Calculating Relative Rank with percent_rank()
The percent_rank() function returns the relative rank of a row as a decimal between 0 and 1. It is computed using the formula: (rank - 1) / (number of rows in partition - 1)
val percentRank = df.withColumn("Percent Rank",percent_rank().over(rankRow))
percentRank.show()
Output
+---+--------+-----------+----------+-------------------+-----+------------------+
| ID| Name|Room Number| DOB| Submit Time|Marks| Percent Rank|
+---+--------+-----------+----------+-------------------+-----+------------------+
| 4| Kamal| 20|2010-08-25|2025-02-17 17:10:05| 82.3| 0.0|
| 2|Bharghav| 20|2009-06-04|2025-02-17 08:15:30| 88.5|0.3333333333333333|
| 6| Tanish| 20|2009-05-11|2025-02-17 09:45:30| 88.5|0.3333333333333333|
| 7| Uday| 20|2009-09-06|2025-02-17 09:45:30| 92.3| 1.0|
| 1| Ajay| 10|2010-01-01|2025-02-17 12:30:45|92.75| 0.0|
| 3| Chaitra| 30|2010-12-12|2025-02-17 14:45:10| 75.8| 0.0|
| 5| Sohaib| 30|2009-04-14|2025-02-17 09:55:20| 90.6| 1.0|
+---+--------+-----------+----------+-------------------+-----+------------------+
This function is especially useful for statistical analysis and distribution-based logic.

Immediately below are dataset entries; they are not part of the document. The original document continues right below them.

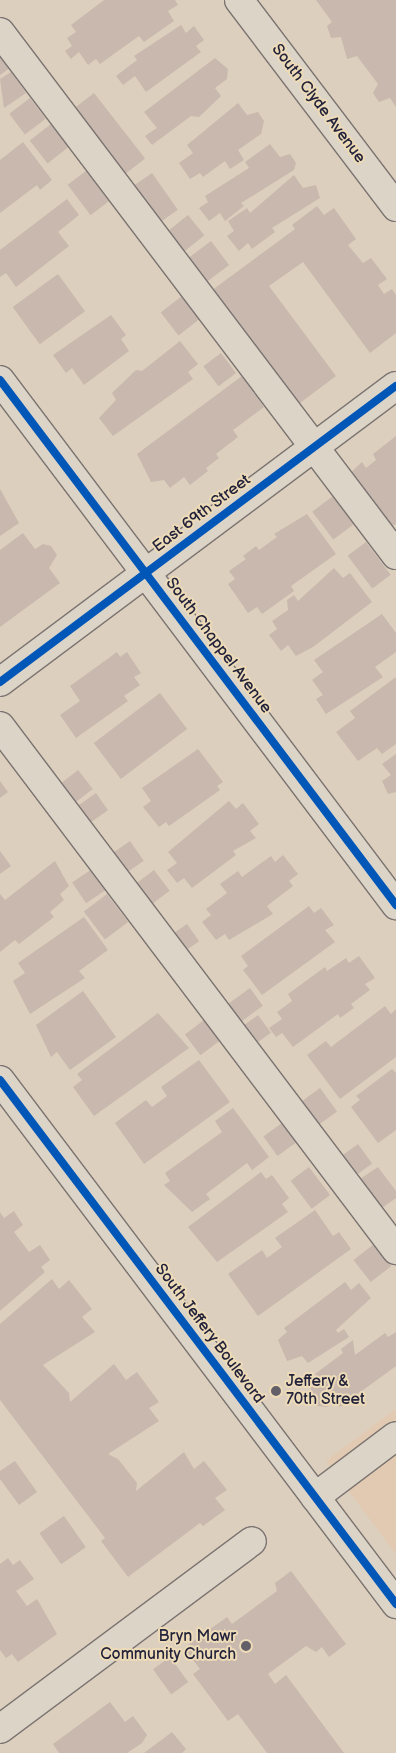 <!DOCTYPE html>
<style>
body{margin:0}
#map{position:relative;width:396px;height:1753px;overflow:hidden;background:#ddcfbd;font-family:"Balsamiq Sans",sans-serif}
div>[style]{position:absolute}
[style*='--x']{left:calc(var(--x)*1px);top:calc(var(--y)*1px);width:calc(var(--w)*1px);rotate:calc(var(--a)*1deg)}
.built>*{inset:0;background:#e2c9b1}
.building>*{inset:0;background:#c8b8ae;transform-origin:0 0}
.roads{filter:drop-shadow(1px 0 #7b7471) drop-shadow(-1px 0 #7b7471) drop-shadow(0 1px #7b7471) drop-shadow(0 -1px #7b7471)}
.minor>*{height:28px;margin:-14px;padding:0 14px;transform-origin:14px;border-radius:14px;background:#dcd4c7}
.cycleway>*{height:8px;margin:-4px;padding:0 4px;transform-origin:4px;border-radius:4px;background:#0057b8}
.dots>*{width:14px;height:14px;translate:-50% -50%;box-sizing:border-box;border:2px solid #eddbb8;border-radius:50%}
span{translate:-50% -50%;white-space:nowrap;text-align:center;line-height:1.15;-webkit-text-stroke:4px #eddbb8;paint-order:stroke}
.street-label{font-size:16px;color:#22223b}
.poi-label{font-size:16px;color:#22223b}
.left{translate:0 -50%;text-align:left}
.right{translate:-100% -50%;text-align:right}
</style>
<div id="map">
<div class="built">
<i style="clip-path:polygon(396px 1409px,396px 1554px,326px 1461px)"></i>
</div>
<div class="building">
<i style="clip-path:polygon(104px 0,175px 0,178px 5px,168px 11px,174px 21px,144px 42px,139px 36px,100px 64px,96px 59px,88px 65px,79px 52px,71px 59px,65px 51px,72px 46px,67px 38px,76px 32px,71px 25px)"></i>
<i style="clip-path:polygon(316px 0,396px 0,396px 107px,390px 98px,379px 102px,373px 93px,378px 84px,357px 56px,347px 59px,341px 37px,331px 38px,327px 26px,332px 22px)"></i>
<i style="clip-path:polygon(181px 25px,186px 33px,194px 26px,204px 40px,196px 46px,201px 52px,146px 92px,135px 76px,123px 85px,116px 76px,137px 60px,134px 56px)"></i>
<i style="clip-path:polygon(0 53px,10px 68px,0 75px)"></i>
<i style="clip-path:polygon(215px 58px,228px 69px,227px 79px,215px 88px,221px 96px,199px 117px,191px 116px,152px 145px,145px 136px,157px 128px,144px 112px)"></i>
<i style="clip-path:polygon(11px 72px,26px 93px,4px 108px,0 79px)"></i>
<i style="left:94px;top:93px;width:83px;height:27px;rotate:52deg"></i>
<i style="left:30px;top:98px;width:26px;height:26px;rotate:53deg"></i>
<i style="clip-path:polygon(238px 103px,247px 115px,258px 112px,264px 121px,261px 134px,238px 150px,244px 160px,230px 169px,225px 161px,203px 177px,200px 173px,190px 179px,179px 163px,193px 153px,187px 145px)"></i>
<i style="left:51px;top:124px;width:29px;height:27px;rotate:52deg"></i>
<i style="clip-path:polygon(23px 142px,52px 180px,40px 190px,37px 185px,0 213px,0 160px)"></i>
<i style="clip-path:polygon(270px 144px,280px 157px,290px 154px,296px 163px,294px 170px,241px 203px,244px 206px,225px 221px,220px 213px,209px 221px,199px 208px,208px 202px,205px 196px,249px 168px,245px 162px)"></i>
<i style="left:86px;top:171px;width:38px;height:23px;rotate:53deg"></i>
<i style="left:152px;top:173px;width:45px;height:25px;rotate:55deg"></i>
<i style="clip-path:polygon(294px 175px,303px 188px,316px 185px,320px 198px,272px 228px,275px 232px,252px 249px,248px 243px,239px 251px,227px 236px,234px 231px,228px 221px,247px 208px,250px 213px)"></i>
<i style="clip-path:polygon(67px 199px,79px 215px,58px 232px,69px 246px,16px 287px,6px 273px,0 277px,0 250px)"></i>
<i style="clip-path:polygon(317px 206px,324px 215px,334px 208px,356px 239px,348px 245px,363px 263px,371px 258px,387px 279px,378px 285px,384px 294px,392px 289px,396px 295px,396px 333px,370px 353px,303px 262px,269px 286px,336px 376px,296px 406px,211px 291px,295px 229px,292px 225px)"></i>
<i style="left:188px;top:215px;width:26px;height:26px;rotate:51deg"></i>
<i style="left:211px;top:241px;width:30px;height:27px;rotate:53deg"></i>
<i style="left:58px;top:274px;width:46px;height:56px;rotate:54deg"></i>
<i style="left:182px;top:296px;width:29px;height:27px;rotate:52deg"></i>
<i style="clip-path:polygon(111px 315px,126px 335px,121px 339px,129px 351px,84px 385px,72px 368px,66px 373px,53px 355px)"></i>
<i style="clip-path:polygon(180px 341px,198px 364px,188px 372px,193px 379px,113px 436px,99px 418px,116px 400px,112px 393px,136px 370px,142px 371px)"></i>
<i style="left:221px;top:353px;width:25px;height:22px;rotate:53deg"></i>
<i style="clip-path:polygon(242px 376px,264px 407px,233px 430px,238px 437px,216px 454px,219px 458px,206px 468px,208px 471px,190px 485px,184px 477px,170px 488px,164px 480px,151px 482px,137px 454px)"></i>
<i style="clip-path:polygon(396px 436px,396px 524px,389px 528px,349px 474px,362px 462px,366px 468px,376px 460px,373px 454px)"></i>
<i style="clip-path:polygon(0 489px,19px 523px,0 536px)"></i>
<i style="left:333px;top:496px;width:35px;height:26px;rotate:53deg"></i>
<i style="clip-path:polygon(307px 514px,336px 554px,291px 586px,294px 591px,262px 614px,257px 607px,248px 613px,228px 584px,235px 579px,229px 571px,246px 559px,243px 556px,256px 546px,259px 550px,277px 537px,274px 534px)"></i>
<i style="clip-path:polygon(23px 533px,35px 549px,43px 544px,51px 546px,57px 555px,49px 568px,60px 583px,0 627px,0 550px)"></i>
<i style="left:366px;top:542px;width:41px;height:23px;rotate:53deg"></i>
<i style="clip-path:polygon(334px 568px,343px 578px,350px 573px,372px 602px,313px 647px,296px 656px,288px 645px,281px 651px,269px 635px,277px 629px,272px 621px,288px 610px,287px 600px,294px 595px,298px 601px)"></i>
<i style="clip-path:polygon(382px 614px,396px 633px,396px 652px,375px 667px,383px 677px,326px 714px,316px 699px,323px 695px,312px 680px,323px 672px,314px 660px)"></i>
<i style="clip-path:polygon(117px 652px,120px 657px,127px 652px,141px 673px,134px 677px,140px 685px,124px 696px,128px 701px,76px 738px,60px 715px,80px 701px,70px 686px)"></i>
<i style="clip-path:polygon(396px 677px,396px 744px,382px 754px,377px 748px,358px 761px,336px 732px,355px 718px,350px 711px)"></i>
<i style="left:160px;top:693px;width:45px;height:83px;rotate:53deg"></i>
<i style="clip-path:polygon(198px 749px,223px 782px,217px 786px,220px 790px,169px 826px,166px 822px,159px 827px,143px 807px,151px 801px,142px 788px)"></i>
<i style="clip-path:polygon(396px 754px,396px 792px,388px 794px,382px 781px,391px 775px,382px 764px)"></i>
<i style="left:78px;top:770px;width:24px;height:25px;rotate:52deg"></i>
<i style="clip-path:polygon(0 781px,8px 792px,0 798px)"></i>
<i style="left:96px;top:793px;width:21px;height:26px;rotate:55deg"></i>
<i style="clip-path:polygon(229px 801px,236px 809px,243px 803px,259px 824px,250px 831px,256px 838px,233px 851px,236px 855px,192px 888px,184px 878px,177px 883px,167px 870px,177px 863px,168px 852px)"></i>
<i style="left:130px;top:841px;width:24px;height:25px;rotate:55deg"></i>
<i style="clip-path:polygon(0 851px,11px 866px,0 874px)"></i>
<i style="clip-path:polygon(283px 855px,298px 874px,289px 881px,293px 886px,267px 906px,273px 914px,229px 940px,225px 934px,216px 940px,202px 922px,211px 915px,206px 909px,227px 893px,220px 884px,238px 871px,242px 877px,271px 856px,275px 862px)"></i>
<i style="clip-path:polygon(55px 861px,69px 886px,60px 894px,64px 900px,50px 912px,54px 917px,19px 944px,15px 940px,0 952px,0 894px,5px 900px)"></i>
<i style="left:92px;top:869px;width:25px;height:24px;rotate:56deg"></i>
<i style="left:154px;top:870px;width:26px;height:27px;rotate:53deg"></i>
<i style="left:107px;top:894px;width:35px;height:29px;rotate:53deg"></i>
<i style="clip-path:polygon(309px 906px,314px 913px,321px 908px,334px 925px,325px 930px,335px 942px,262px 995px,243px 970px,248px 966px,241px 956px)"></i>
<i style="clip-path:polygon(84px 917px,108px 950px,79px 971px,85px 978px,30px 1014px,13px 981px,25px 973px,18px 963px)"></i>
<i style="left:187px;top:924px;width:21px;height:21px;rotate:55deg"></i>
<i style="clip-path:polygon(359px 956px,375px 978px,365px 984px,370px 990px,351px 1004px,354px 1008px,340px 1018px,338px 1014px,293px 1047px,282px 1033px,276px 1037px,269px 1028px,282px 1019px,277px 1012px,292px 1001px,288px 994px,325px 967px,327px 971px,346px 958px,349px 963px)"></i>
<i style="left:250px;top:988px;width:22px;height:28px;rotate:54deg"></i>
<i style="clip-path:polygon(83px 991px,116px 1037px,70px 1070px,57px 1052px,51px 1057px,36px 1025px)"></i>
<i style="clip-path:polygon(385px 1006px,391px 1014px,396px 1009px,396px 1057px,340px 1099px,307px 1055px,326px 1041px,331px 1047px)"></i>
<i style="clip-path:polygon(158px 1013px,189px 1048px,94px 1116px,73px 1087px,82px 1080px,77px 1074px)"></i>
<i style="left:258px;top:1015px;width:22px;height:21px;rotate:54deg"></i>
<i style="left:204px;top:1020px;width:26px;height:24px;rotate:53deg"></i>
<i style="clip-path:polygon(199px 1060px,230px 1102px,144px 1164px,115px 1123px,146px 1100px,152px 1107px,167px 1096px,161px 1087px)"></i>
<i style="clip-path:polygon(392px 1069px,396px 1073px,396px 1130px,378px 1143px,351px 1107px,360px 1100px,356px 1096px)"></i>
<i style="left:320px;top:1088px;width:29px;height:29px;rotate:54deg"></i>
<i style="clip-path:polygon(233px 1108px,269px 1157px,252px 1170px,247px 1163px,206px 1194px,210px 1199px,192px 1212px,164px 1185px,170px 1181px,165px 1173px,222px 1132px,215px 1121px)"></i>
<i style="left:282px;top:1123px;width:24px;height:23px;rotate:54deg"></i>
<i style="left:358px;top:1144px;width:24px;height:23px;rotate:54deg"></i>
<i style="left:309px;top:1167px;width:35px;height:23px;rotate:53deg"></i>
<i style="clip-path:polygon(378px 1167px,396px 1191px,396px 1198px,379px 1210px,357px 1181px)"></i>
<i style="clip-path:polygon(261px 1172px,266px 1179px,272px 1175px,289px 1198px,282px 1204px,288px 1212px,217px 1262px,188px 1227px)"></i>
<i style="clip-path:polygon(315px 1210px,333px 1236px,339px 1232px,351px 1249px,258px 1316px,228px 1274px,262px 1250px,267px 1258px,282px 1247px,275px 1238px)"></i>
<i style="clip-path:polygon(14px 1211px,23px 1225px,14px 1232px,29px 1252px,40px 1245px,50px 1260px,41px 1267px,45px 1272px,0 1311px,0 1212px,4px 1218px)"></i>
<i style="left:374px;top:1244px;width:28px;height:26px;rotate:52deg"></i>
<i style="clip-path:polygon(52px 1279px,59px 1289px,69px 1280px,92px 1309px,82px 1317px,95px 1332px,43px 1365px,69px 1393px,70px 1402px,114px 1364px,126px 1380px,137px 1372px,159px 1402px,149px 1408px,159px 1421px,108px 1454px,118px 1459px,137px 1483px,136px 1491px,184px 1452px,194px 1469px,204px 1461px,227px 1490px,215px 1498px,225px 1510px,203px 1526px,200px 1523px,128px 1577px,101px 1541px,105px 1538px,0 1400px,0 1324px)"></i>
<i style="clip-path:polygon(345px 1282px,351px 1290px,359px 1283px,371px 1298px,336px 1330px,338px 1333px,344px 1329px,349px 1337px,308px 1363px,302px 1356px,287px 1361px,278px 1340px,287px 1332px,284px 1328px)"></i>
<i style="clip-path:polygon(396px 1332px,396px 1366px,340px 1407px,335px 1400px,327px 1407px,317px 1406px,310px 1396px,311px 1387px,319px 1380px,315px 1374px,343px 1353px,341px 1349px,353px 1340px,355px 1355px,385px 1333px,388px 1337px)"></i>
<i style="clip-path:polygon(15px 1461px,37px 1492px,19px 1505px,0 1479px,0 1471px)"></i>
<i style="left:64px;top:1516px;width:38px;height:30px;rotate:55deg"></i>
<i style="clip-path:polygon(8px 1558px,13px 1565px,20px 1560px,34px 1579px,16px 1591px,27px 1606px,37px 1599px,57px 1634px,18px 1662px,12px 1654px,6px 1658px,0 1650px,0 1564px)"></i>
<i style="clip-path:polygon(291px 1571px,346px 1644px,329px 1657px,322px 1647px,316px 1652px,306px 1646px,268px 1674px,275px 1684px,286px 1675px,344px 1753px,267px 1753px,238px 1714px,228px 1721px,193px 1674px,200px 1669px,184px 1648px,227px 1617px,232px 1624px,277px 1591px,275px 1583px)"></i>
<i style="left:170px;top:1657px;width:31px;height:21px;rotate:54deg"></i>
<i style="clip-path:polygon(110px 1702px,125px 1722px,133px 1716px,147px 1735px,142px 1743px,127px 1753px,59px 1753px,53px 1744px)"></i>
<i style="clip-path:polygon(172px 1732px,186px 1749px,182px 1753px,144px 1753px)"></i>
</div>
<div class="roads">
<div class="minor">
<i style="--x:239;--y:0;--w:260;--a:52.8"></i>
<i style="--x:0;--y:32;--w:656;--a:52.87"></i>
<i style="--x:0;--y:380;--w:658;--a:52.97"></i>
<i style="--x:0;--y:682;--w:494;--a:-36.8"></i>
<i style="--x:0;--y:726;--w:657;--a:52.92"></i>
<i style="--x:0;--y:1080;--w:657;--a:52.92"></i>
<i style="--x:315;--y:1497;--w:101;--a:-37"></i>
<i style="--x:0;--y:1729;--w:314;--a:-36.7"></i>
</div>
</div>
<div class="cycleway">
<i style="--x:0;--y:380;--w:658;--a:52.97"></i>
<i style="--x:0;--y:682;--w:494;--a:-36.8"></i>
<i style="--x:0;--y:1080;--w:657;--a:52.92"></i>
</div>
<div class="dots">
<i style="left:276px;top:1391px;background:#635f68"></i>
<i style="left:246px;top:1646px;background:#635f68"></i>
</div>
<div class="street-label">
<span style="left:318px;top:104px;rotate:53deg">South Clyde Avenue</span>
<span style="left:202px;top:514px;rotate:-37deg">East 69th Street</span>
<span style="left:218px;top:646px;rotate:53deg">South Chappel Avenue</span>
<span style="left:209px;top:1334px;rotate:53deg">South Jeffery Boulevard</span>
</div>
<div class="poi-label">
<span class="left" style="left:286px;top:1391px">Jeffery &amp;<br>70th Street</span>
<span class="right" style="left:236px;top:1646px">Bryn Mawr<br>Community Church</span>
</div>
</div>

Assigning Row Numbers with row_number()
The row_number() function assigns a unique, sequential number to each row within a partition, regardless of duplicate values.
val rowNumber = df.withColumn("Row Number", row_number().over(rankRow))
rowNumber.show()
Output
+---+--------+-----------+----------+-------------------+-----+----------+
| ID| Name|Room Number| DOB| Submit Time|Marks|Row Number|
+---+--------+-----------+----------+-------------------+-----+----------+
| 4| Kamal| 20|2010-08-25|2025-02-17 17:10:05| 82.3| 1|
| 2|Bharghav| 20|2009-06-04|2025-02-17 08:15:30| 88.5| 2|
| 6| Tanish| 20|2009-05-11|2025-02-17 09:45:30| 88.5| 3|
| 7| Uday| 20|2009-09-06|2025-02-17 09:45:30| 92.3| 4|
| 1| Ajay| 10|2010-01-01|2025-02-17 12:30:45|92.75| 1|
| 3| Chaitra| 30|2010-12-12|2025-02-17 14:45:10| 75.8| 1|
| 5| Sohaib| 30|2009-04-14|2025-02-17 09:55:20| 90.6| 2|
+---+--------+-----------+----------+-------------------+-----+----------+
This function is helpful when you need deterministic ordering for tasks like selecting the top N records per group.
Summary
In this article, you learned:
-
The concept of window functions and their significance in large-scale data processing.
-
Practical usage of four ranking-related functions in Spark:
-
rank() – assigns rank, skipping numbers on ties.
-
dense_rank() – assigns rank without skipping.
-
percent_rank() – computes relative position within a group.
-
row_number() – gives each row a unique sequential identifier.
These tools allow deeper insight and flexibility when working with structured data in Spark.